Oh, what the heck, if only so as not to be criticized as unhelpful, I'll suggest brown wool pants, an ecru shirt, and a green tie. All solid colors, since the jacket's got pattern enough, all by itself.
These colors could work pretty much year 'round (particularly if you vary the shade of green represented by the tie). I chose ecru, rather than white, because the color will do everything white could do in this combination, while bringing along some minor advantages of its own - for example, some complexions which can look washed out next to a white shirt, fare better next to ecru. Besides, anybody can pull a white shirt out of the closet; ecru is at least a little less commonly seen (for all that it's hardly an exotic shirt color choice).
Let me add that I think making the ecru shirt an OCBD, and the green tie a bow tie (wool in the winter, silk or cotton in the summer), would be a fine option.
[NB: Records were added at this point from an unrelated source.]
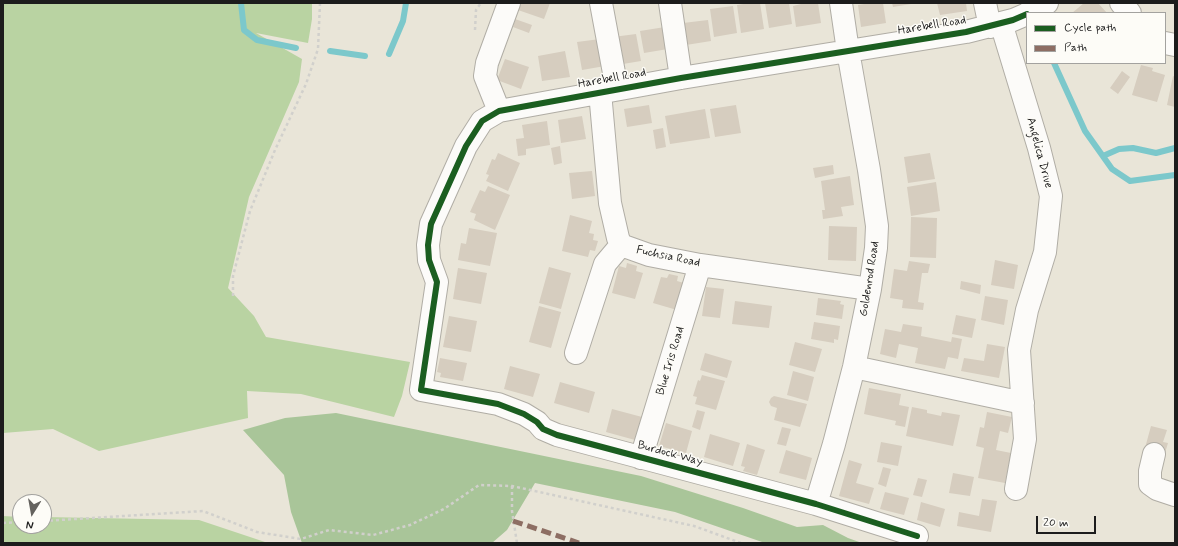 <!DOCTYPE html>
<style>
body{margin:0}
#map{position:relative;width:1178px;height:546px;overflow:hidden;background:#e9e5d8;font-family:Mynerve,sans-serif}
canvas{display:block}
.frame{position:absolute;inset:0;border:4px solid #1c1c1c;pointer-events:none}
.legend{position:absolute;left:1026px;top:12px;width:140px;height:52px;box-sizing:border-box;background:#fdfcf7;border:1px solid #a3a29f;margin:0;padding:5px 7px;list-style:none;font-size:12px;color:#1c1c1c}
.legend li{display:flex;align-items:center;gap:8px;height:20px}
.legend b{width:20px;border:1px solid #a3a29f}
.north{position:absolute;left:12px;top:494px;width:40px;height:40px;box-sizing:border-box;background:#fdfcf7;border:1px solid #a3a29f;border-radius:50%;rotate:191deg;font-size:11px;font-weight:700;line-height:16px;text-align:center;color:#1c1c1c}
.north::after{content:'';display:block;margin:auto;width:14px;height:18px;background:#64625e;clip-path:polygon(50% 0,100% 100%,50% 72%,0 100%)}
.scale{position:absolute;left:1036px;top:516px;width:60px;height:18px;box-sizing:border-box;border:2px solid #1c1c1c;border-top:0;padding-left:5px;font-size:12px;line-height:14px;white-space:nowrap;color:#1c1c1c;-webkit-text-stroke:3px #fdfcf7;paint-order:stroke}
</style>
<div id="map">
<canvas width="1178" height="546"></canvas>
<div class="frame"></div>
<ul class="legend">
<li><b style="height:5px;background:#1b5e20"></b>Cycle path</li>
<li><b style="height:5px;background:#8d6e63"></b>Path</li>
</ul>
<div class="north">N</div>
<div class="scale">20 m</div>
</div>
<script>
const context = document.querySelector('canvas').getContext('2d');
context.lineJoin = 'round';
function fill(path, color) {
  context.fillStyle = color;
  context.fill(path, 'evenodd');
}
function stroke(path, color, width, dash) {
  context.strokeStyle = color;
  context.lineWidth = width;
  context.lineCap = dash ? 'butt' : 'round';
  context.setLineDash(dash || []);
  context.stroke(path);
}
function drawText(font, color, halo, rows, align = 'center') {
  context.font = font + ' Mynerve,sans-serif';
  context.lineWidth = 3;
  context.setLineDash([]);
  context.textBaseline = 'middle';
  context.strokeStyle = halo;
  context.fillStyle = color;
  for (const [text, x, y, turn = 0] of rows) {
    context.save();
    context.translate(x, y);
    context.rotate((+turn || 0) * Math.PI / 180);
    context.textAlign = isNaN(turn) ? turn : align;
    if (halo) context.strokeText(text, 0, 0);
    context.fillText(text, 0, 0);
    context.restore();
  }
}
const green = new Path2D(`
 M3 3H312V19L308 43 256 33 302 59 299 82 249 197 228 288 254 316 266 337 410 362 402 396 394 417 301 394 247 391 248 418 99 451 53 429 3 433Z
 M3 516 20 517V526H44V517L199 520 268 543H3Z`);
const forest = new Path2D(`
 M336 413 641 476 743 508 797 527 823 525 848 538 862 543H765L675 512 535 483 507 530 492 543H302L291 512 284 475 243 430 285 418Z`);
const stream = new Path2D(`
 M241 3 244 30 257 40 296 48
 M330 51 365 56
 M389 54 403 21 406 3
 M1054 63 1085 131 1112 169 1130 181 1175 175
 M1103 156 1119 149 1133 148 1156 153 1175 148`);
const building = new Path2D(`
 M521 3H550L544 19 518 10Z
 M750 3H760L764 29 741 33 737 5Z
 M765 3H789L792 24 769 28Z
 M805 3H818L821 23 796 27 793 6Z
 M870 3H883L886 23 861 27 858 5Z
 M892 3H911V4L893 7Z
 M937 3H966L967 11 940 15Z
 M1084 3H1098L1107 13H1072Z
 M733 6 737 33 714 37 710 9Z
 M515 19 532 25 529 33 513 27Z
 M708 20 711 41 686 45 683 23Z
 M665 27 668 49 644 53 640 31Z
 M636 34 641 61 617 65 613 37Z
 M600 39 605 66 582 70 577 42Z
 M565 51 570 77 542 81 538 56Z
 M505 59 529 67 521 89 497 80Z
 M1141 65 1153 68 1152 71 1165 75 1157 102 1132 95Z
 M1122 71 1130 77 1118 94 1110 88Z
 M1173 76 1175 77V107L1167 105Z
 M649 105 652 123 627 127 624 109Z
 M736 105 741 133 715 137 710 109Z
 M705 109 710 138 670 144 665 116Z
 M582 116 586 139 561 143 558 120Z
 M547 121 550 145 526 149V155L518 156 516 139 524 138 522 125Z
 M663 128 666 147 656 149 653 130Z
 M560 146 562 163 554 165 551 148Z
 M498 153 520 163 508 191 486 181 489 175 486 174 492 159 495 160Z
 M930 153 935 179 908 183 904 157Z
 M833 165 834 174 815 178 813 168Z
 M592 171 595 196 572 199 569 173Z
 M850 176 854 205 841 207 843 216 823 219 822 210H825L821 181Z
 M936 182 940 211 911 216 907 187Z
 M488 186 510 195 495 230 474 220 476 214 470 212 480 190 485 192Z
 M570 215 592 221 589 233 594 234 593 240 598 241 595 251 590 250 588 257 562 251Z
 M911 217 937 218 936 258 910 257Z
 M829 226 857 227 856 261 828 260Z
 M469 228 497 233 490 266 458 260 461 243 466 244Z
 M995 260 1018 265 1014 289 991 285Z
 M909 261 930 264 928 273H922L918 302 924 303 923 310 902 308 903 300 890 298 894 269 907 271Z
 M627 263 637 266 636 271 643 273 635 299 612 293 619 266 626 268Z
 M549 267 571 273 561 309 539 303Z
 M458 268 487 273 481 304 453 299Z
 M669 274 678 276 677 281 684 283 677 310 653 303 661 277 667 278Z
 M961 281 981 285 980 294 960 289Z
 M706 287 724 289 720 318 702 316Z
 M985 296 1008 300 1004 325 981 320Z
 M818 298 841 301 840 304 844 305 842 319 816 315Z
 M735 301 772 306 769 328 732 324Z
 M539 306 561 312 551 348 529 342Z
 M956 315 976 319 972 338 952 334Z
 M449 316 477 321 471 352 443 347Z
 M814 322 840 326 838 340 834 339V343L811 339Z
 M903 324 922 327 921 336 951 342 952 337 962 339 958 359 948 357 945 369 915 363 918 348 899 344 896 358 880 354 885 329 901 332Z
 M795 342 822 349 815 372 789 365Z
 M987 344 1005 347 999 378 961 371 964 358 984 361Z
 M705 353 732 361 727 378 700 370Z
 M440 358 467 363 463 381 440 377 441 373 437 372Z
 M510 366 540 374 533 397 504 389Z
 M793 371 814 377 808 401 787 395Z
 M702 375 725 381 716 410 695 404 697 397 693 396 698 380 700 381Z
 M560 382 595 392 589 413 554 403Z
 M869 388 901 394 899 405 909 407 905 427 895 425 896 421 864 414Z
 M774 396 807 404 800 427 774 420 777 408 771 406 769 402 771 398Z
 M912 407 927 410V413L941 416 942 412 960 415 953 446 906 436Z
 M612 409 642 417 635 440 606 432Z
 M697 410 705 412 700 430 692 427Z
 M987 412 1012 417 1008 433 1000 431 996 450 1011 453 1005 483 978 478 984 448 976 446 980 427 984 428Z
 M666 423 692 431 686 453 659 446Z
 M1151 426 1167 430 1163 442 1168 443 1165 453 1145 448Z
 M782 427 791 429 786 446 777 444Z
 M710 434 740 443 733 466 704 457Z
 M881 442 902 446 898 466 877 462Z
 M747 444 765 450 757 475 743 471 745 467 741 466Z
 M786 450 812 458 806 480 779 473Z
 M849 460 862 464 856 483 874 488 869 504 839 496Z
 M883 467 891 469 886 487 878 484Z
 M953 473 974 477 970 496 949 493Z
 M918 478 927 480 922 497 913 495Z
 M885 492 909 498 904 515 880 509Z
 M982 499 997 501 991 532 957 526 959 512 979 516Z
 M921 502 945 509 940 527 917 520Z`);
const path = new Path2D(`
 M475 30 476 10 481 3
 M233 296V276L250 211 275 150 306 84 318 49 320 3
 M512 486V511L517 543
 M44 521 203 511 257 532 301 539 329 530 373 535 410 525 444 509 479 485 512 486 694 526 741 543
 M3 523 20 522`);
const minor = new Path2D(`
 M601 3 617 89
 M670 3 681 78
 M985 3 990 27
 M1121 3 1130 13
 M1028 13 1047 3
 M1001 23 1039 148 1051 196 1045 252 1027 310 1019 350 1025 439 1016 489
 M1165 43 1175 45
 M600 92 610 203 618 238 621 245 649 255 700 265 870 289
 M499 111 485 76 487 63 509 3
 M576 353 605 264 621 245
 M854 367 1023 403
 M1154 454 1150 471V484L1157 489 1175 495
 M641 458 700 265
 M816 504 834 444 854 367 870 289 876 248 877 226 869 170 848 51 841 3
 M917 536 816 504 557 435 543 429 537 422 524 414 498 404 421 390 437 282 429 260 428 245 431 224 466 146 482 121 499 111 681 78 966 32 1013 20 1027 14`);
const quiet = new Path2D(`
 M513 521 579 543`);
const cycleway = new Path2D(`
 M917 536 816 504 557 435 543 429 537 422 524 414 498 404 421 390 437 282 429 260 428 245 431 224 466 146 482 121 499 111 681 78 966 32 1013 20 1027 14`);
const streetNames = [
 ["Harebell Road",932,26,-9],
 ["Harebell Road",612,79,-10],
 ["Angelica Drive",1039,153,75],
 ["Fuchsia Road",668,257,12],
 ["Goldenrod Road",870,279,-81],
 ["Blue Iris Road",671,361,-73],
 ["Burdock Way",670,454,15]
];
fill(green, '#b9d3a2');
fill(forest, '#a9c599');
stroke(stream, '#7cc8cb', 6);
fill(building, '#d6cdbf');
stroke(minor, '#b0ada5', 24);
stroke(path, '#d1d0cc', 2.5, [3, 3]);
stroke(minor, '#fcfbf9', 22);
stroke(quiet, '#8d6e63', 5, [10, 5]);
stroke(cycleway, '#1b5e20', 6);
drawText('12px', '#1c1c1c', '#fdfcf7', streetNames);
</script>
As for the brown pants, I'm well aware of the "no brown in the city" rule (which has only limited validity, in any case). But to whatever extent one chooses to honor it, it's largely a rule involving conservative business attire. Your sport coat is, itself, a rather casual item. Therefore, one has no cause to criticize the wearing of brown pants with it as impairing its formality, or rendering it insufficiently formal for business wear. (Fine, if you're still not convinced, just don't wear the brown pants with this sport coat if you're conducting business in London. Problem solved.)
I'd wear a white linen pocket square with it. And burgundy loafers (simply because I like loafers). And probably one of my yellow (gold) wristwatches, rather than a white metal one. But I readily concede that the wristwatch thing is more of a personal choice of mine, than it is some rule of proper accessorizing. And a pair of yellow and red over-the-calf argyle socks.
If I were wearing the outfit described, and were going to be wearing sunglasses, I'd grab my faux tortoise shell Ray Ban Clubmasters.
There. That detailed enough for you?